1970年頃のワークスレーシングマシンは250ccで54psと公表されている。ヤマハから85年に発売されたTZR250はカタログ上45psであるが、実質51psをマークしていたとも言われ、その後のレーサーレプリカはレース仕様のキットに組み替えると60〜70psを出したと言うのだから技術革新は凄いものなんですね。
58年のスーパーカブ発売当初はOHVでしたが64年にはOHCとなって馬力も増し、80年の5.5psまで向上する。しかし、燃費向上・経済性をねらった事や、50ccの速度規制で高出力が必要でなくなった為4.5psまでダウンした。でも、30年という時の流れはほぼ同じ馬力を2500rpmも低い回転数で実現している。
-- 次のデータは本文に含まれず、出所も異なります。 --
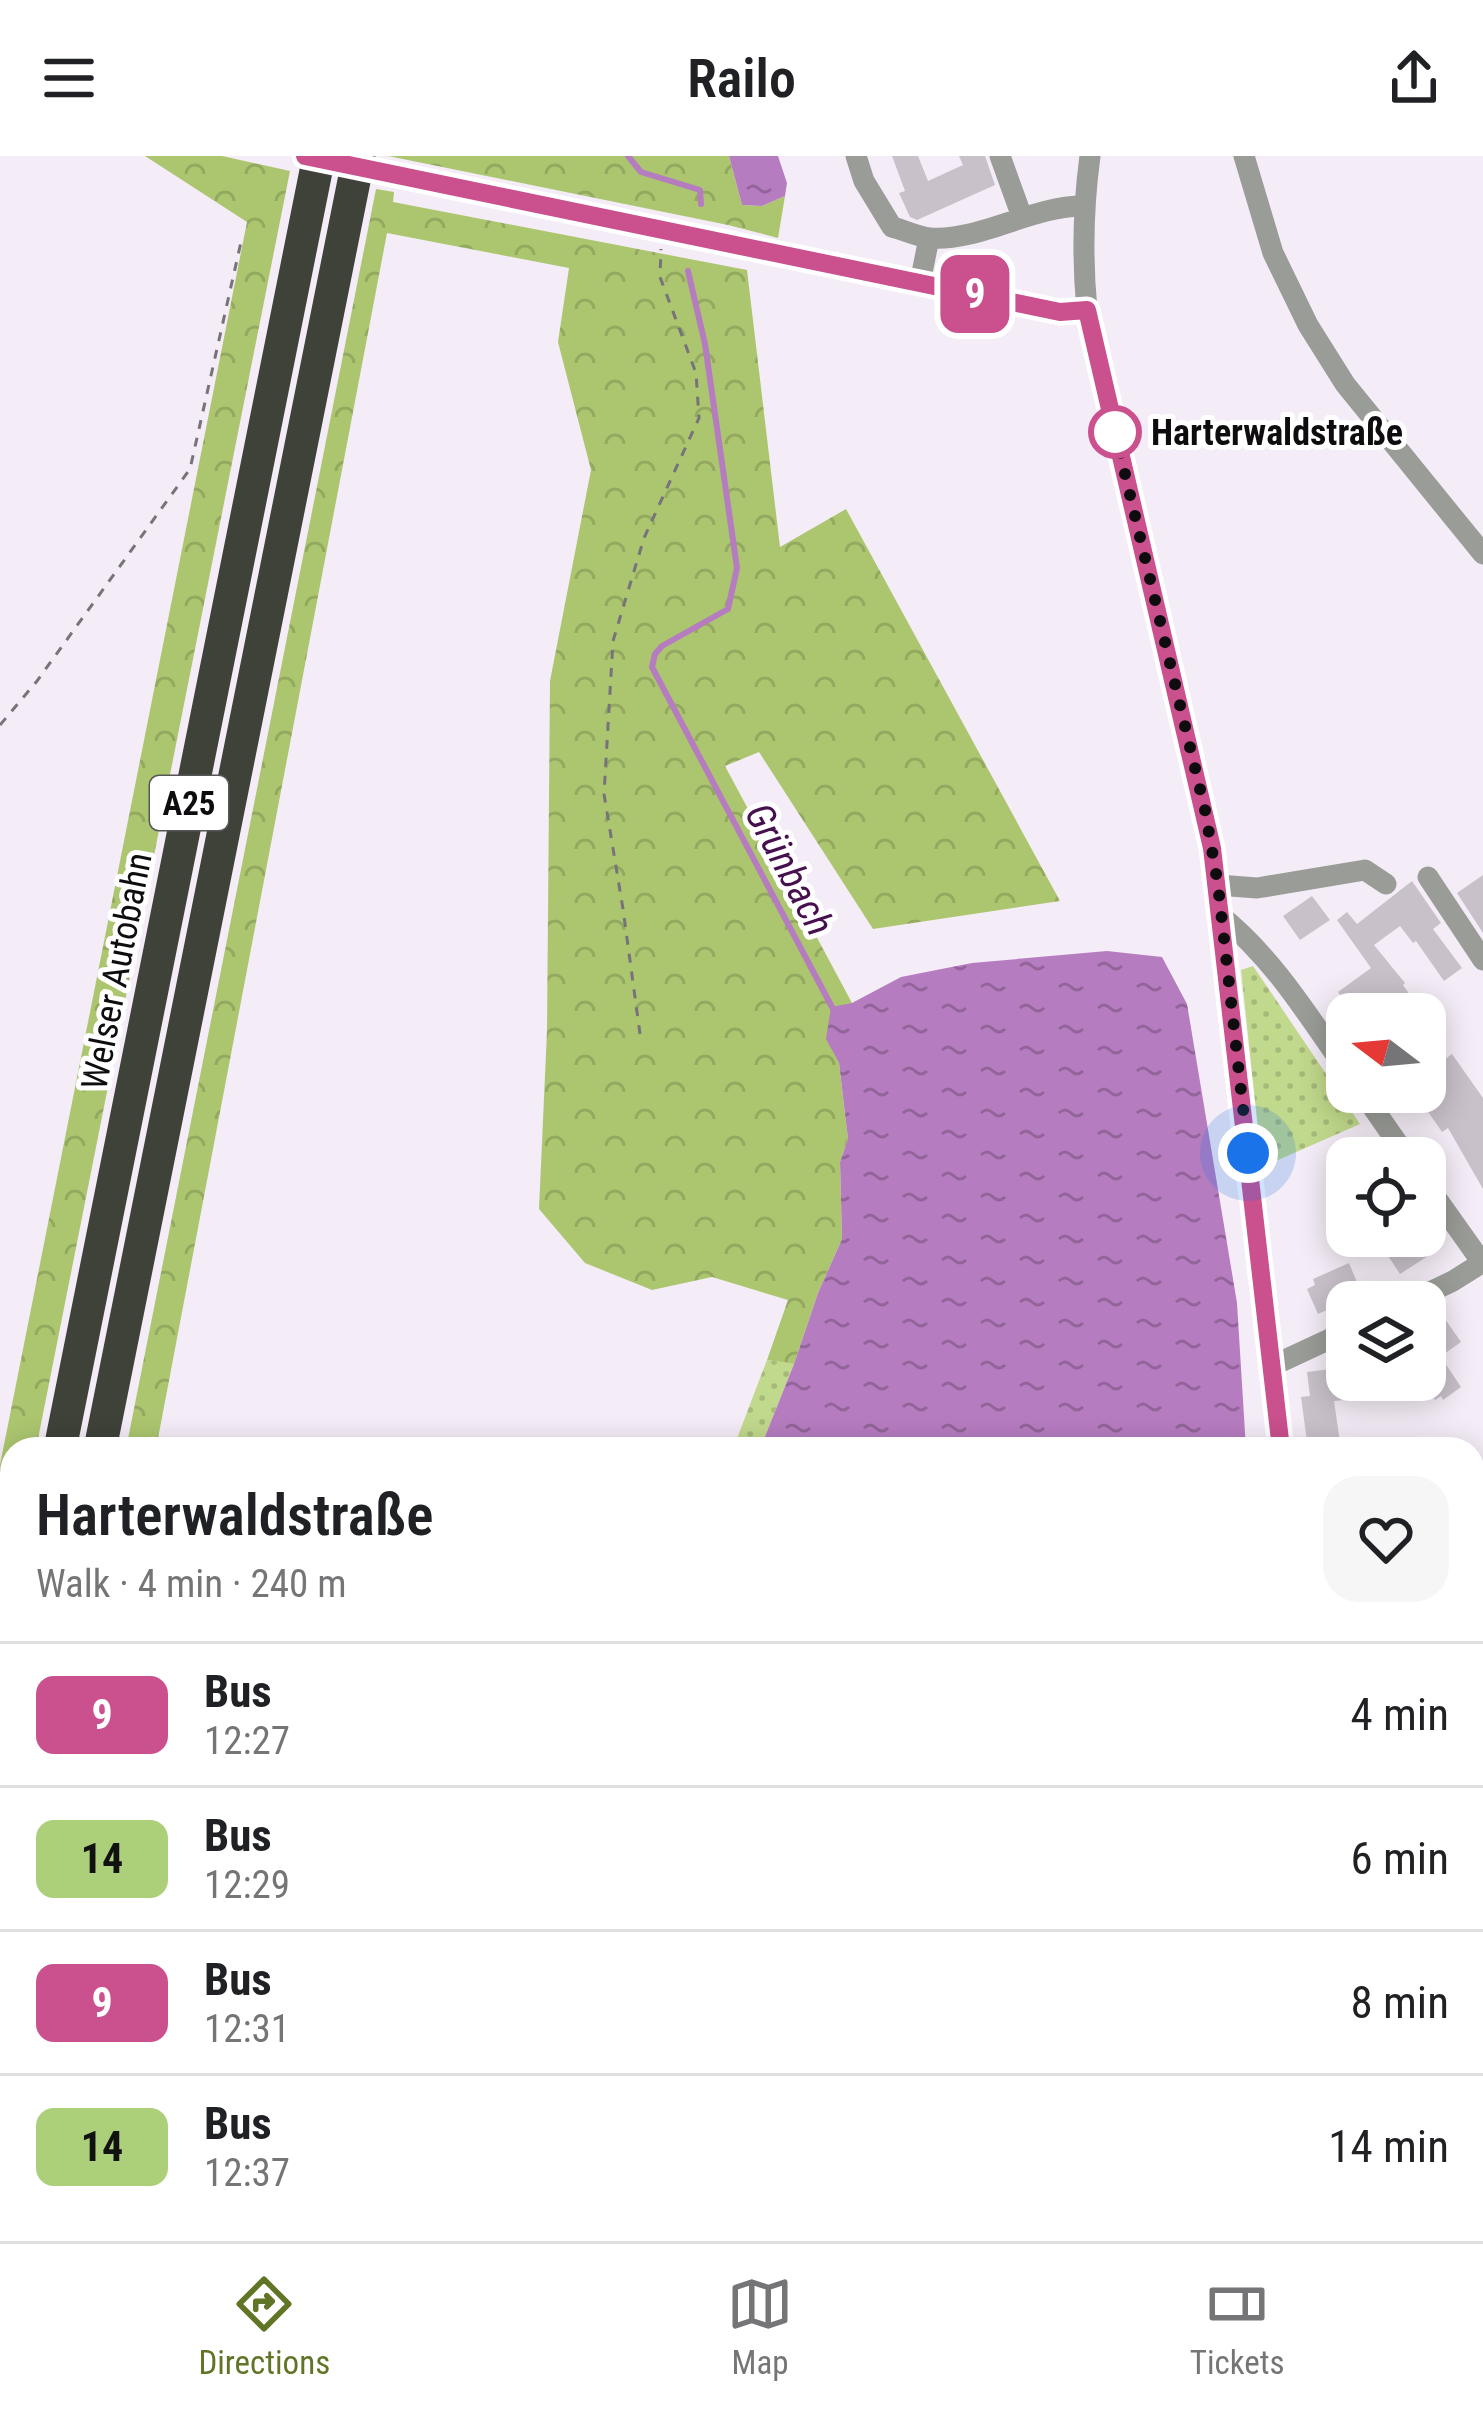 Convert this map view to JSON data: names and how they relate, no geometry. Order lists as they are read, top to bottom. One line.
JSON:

市販車にしろレーサーにしろ、その排気量から搾り取れるエネルギー(馬力でありトルクである)の総量は同じと思って良い。つまりいくら頑張っても250ccから400ccのエネルギーを発生させることは不可能なのである。また、最高出力を400cc相当に発生することは不可能とは言えない。しかし、そこへエネルギーを集中させると、他の回転域では全く力が無く、繋がりが悪くなることでスムースな加速を望めるはずもなく、ただただ乗りにくいだけとなる。ここのところをいかにバランスを取るか、メーカーの開発担当者が一番苦心するところだ。

とは言え、長い年月の中ではそのエネルギーを有効に使う技術が発達し、30〜40年前のレーサーの馬力を音も静かに発生させ、しかもたっぷりのトルクを持つ扱いやすいエンジンが出来ている。

これほどに出力向上したのは基礎技術の積み重ねは当然あるとして、高度な加工技術・革新的な技術の導入や考案無しには達成できない事。多気筒化、動弁構造の高度化、冷却の水冷化、給排気系のデバイス考案・採用などがある。


1.多気筒化への道
2.動弁構造の違いと特性
3.冷却の水冷化
4.給排気系のデバイス

多気筒化への道は国産4気筒モデルとして初めて69年に市販されたホンダCB750が初めてで、この時の馬力は67psだった。多気筒化するメリットは高回転化し馬力を上げ易いことだ。1気筒あたりの排気量が大きくなると2つの問題があって、ボア(直径)を上げて高回転エンジンを作ると、燃焼の均一化が得られ難くノッキングなどの異常燃焼を起こしやすく、高出力も出しにくい。。ストローク拡大の場合ピストンスピードが速くなりすぎる事で耐久性に問題がある。

そこで、同じ排気量でも、気筒数を2気筒、3気筒、4気筒に分けると、回転が上がってもピストンスピードが抑えられるため高出力化し易く、同時に単気筒に比べ振動を軽減できるメリットも生まれる。ただし、多気筒にすると機械ロスが増える欠点を持つ。つまり、動弁系、軸受け、シリンダの摺動抵抗など部品点数の増加とともに抵抗も増える。その為、低回転では多気筒によるメリットを享受出来ない。

多気筒化のメリットをもう一つの見方がある。それは回転数の変化率。多気筒エンジンはよく「伸びがある」と言われるが、これはアイドリング回転から最高回転までの比率が高いのでそのように感じる。
ヤマハのSR400はアイドリング1300rpm、最高出力を7000rpmで出すから5.38倍、4気筒モデルのXJ400Rは1300rpmの11000rpmだから8.46倍。これが単気筒と多気筒の一番大きな違いとして言い表しやすい。
「理想のエンジン」は低回転でも実用的で且つこの回転比率が大きいもの、と思っています。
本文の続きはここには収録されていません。